Samedi 9 mai 6 09 /05 /Mai 19:25

     Eugénie la remarqua alors qu’elle sortait du bâtiment réservé à sa filière – les laboratoires des BTS de biotechnologies – et qui jouxtait celui des sciences sociales.

     De loin, alors que l’un entrait et l’autre sortait, elles se croisèrent du regard. L’espace d’un instant, pour la première fois de la semaine Eugénie se sentit les pieds sur terre. Ces yeux sombres l’interpellaient puissamment. Comme si cette inconnue voulait entrer en contact avec elle.

     En premier lieu, surprise par l’intensité de son regard, Eugénie baissa le sien puis se reprit. Elle redressa les yeux pour renouer le contact.

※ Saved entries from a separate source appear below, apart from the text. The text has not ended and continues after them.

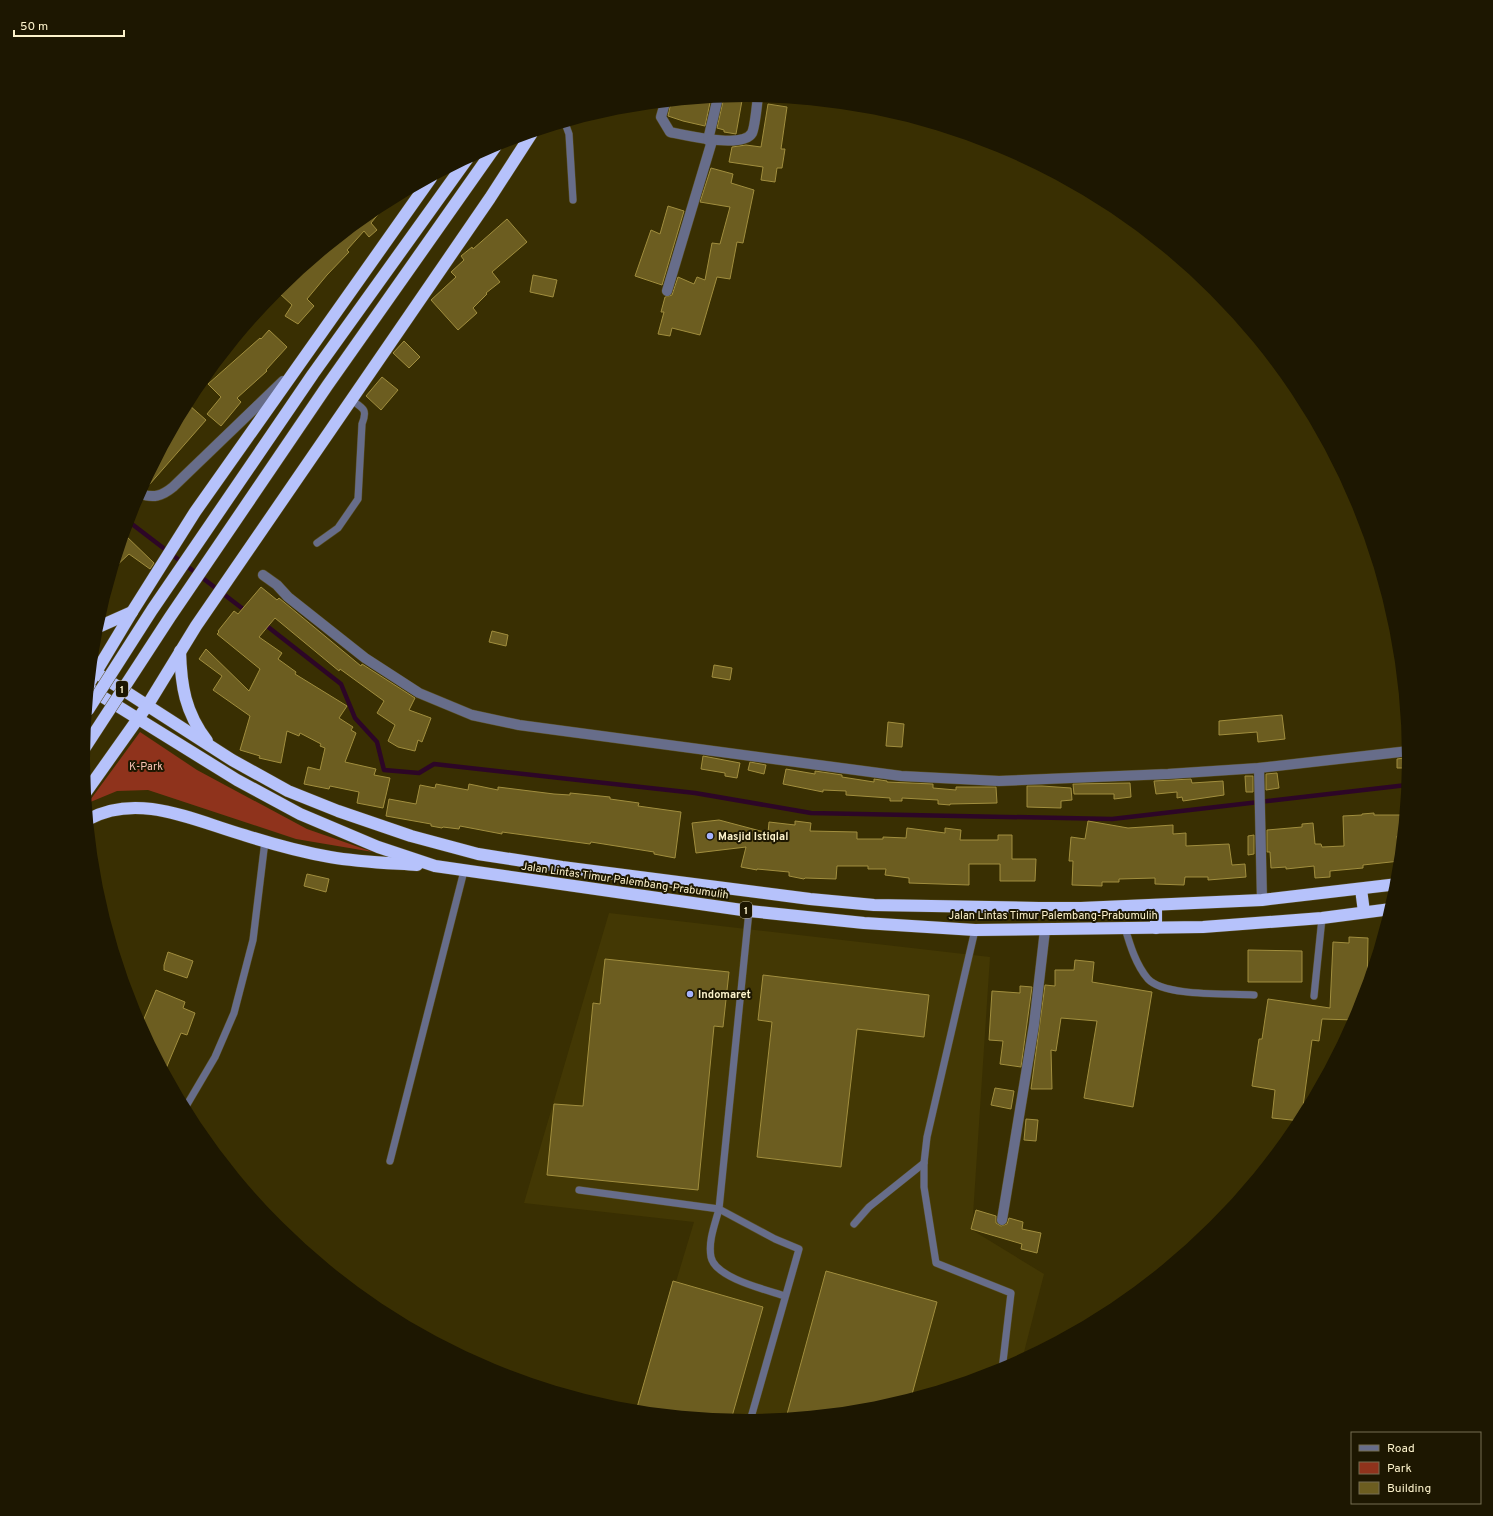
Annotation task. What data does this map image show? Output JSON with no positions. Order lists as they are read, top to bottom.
{
  "streets": {
    "highway": ["1", "Jalan Lintas Timur Palembang-Prabumulih"]
  },
  "parks": ["K-Park"],
  "places": ["Masjid Istiqlal", "Indomaret"],
  "legend": ["Road", "Park", "Building"],
  "scale_bar": "50 m"
}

     L’inconnu lui souriait d’un sourire aussi engageant qu’intriguant. Elle hocha imperceptiblement la tête avant de faire demi tour. Le regard d’Eugénie descendit à mesure que l’inconnue se tournait. Elle portait un jean simple qui aurait pu aller autant à un homme qu’à une femme. Il laissait cependant deviner un postérieur des plus plaisants et de fines jambes.

     Le lendemain, vendredi, Eugénie la vit à deux reprises. La première fois, à la pause de dix heures, en train de fumer une cigarette avec un des garçon du lycée ayant l’une des réputations les plus sulfureuses – coma éthylique à un anniversaire, ébriété sur la voie publique, expulsion pour trois jours du lycée, rumeurs persistantes de bisexualité. Elle eut l’impression que l’inconnue lui fit un clin d’œil quand leurs regards se croisèrent. La deuxième fois, peu avant la reprise des cours en début d’après-midi, elle la surprit, encore de loin, en pleine conversation téléphonique. Plus rien ne semblait exister autour d’elle que ce qu’on lui disait à l’oreille et qui ne la rendait pas souriante. Bien au contraire. Eugénie eut la très vive impression de voir sur son visage un mur infranchissable établissant une limite très nette entre celle qui semblait être et la réalité de sa vie.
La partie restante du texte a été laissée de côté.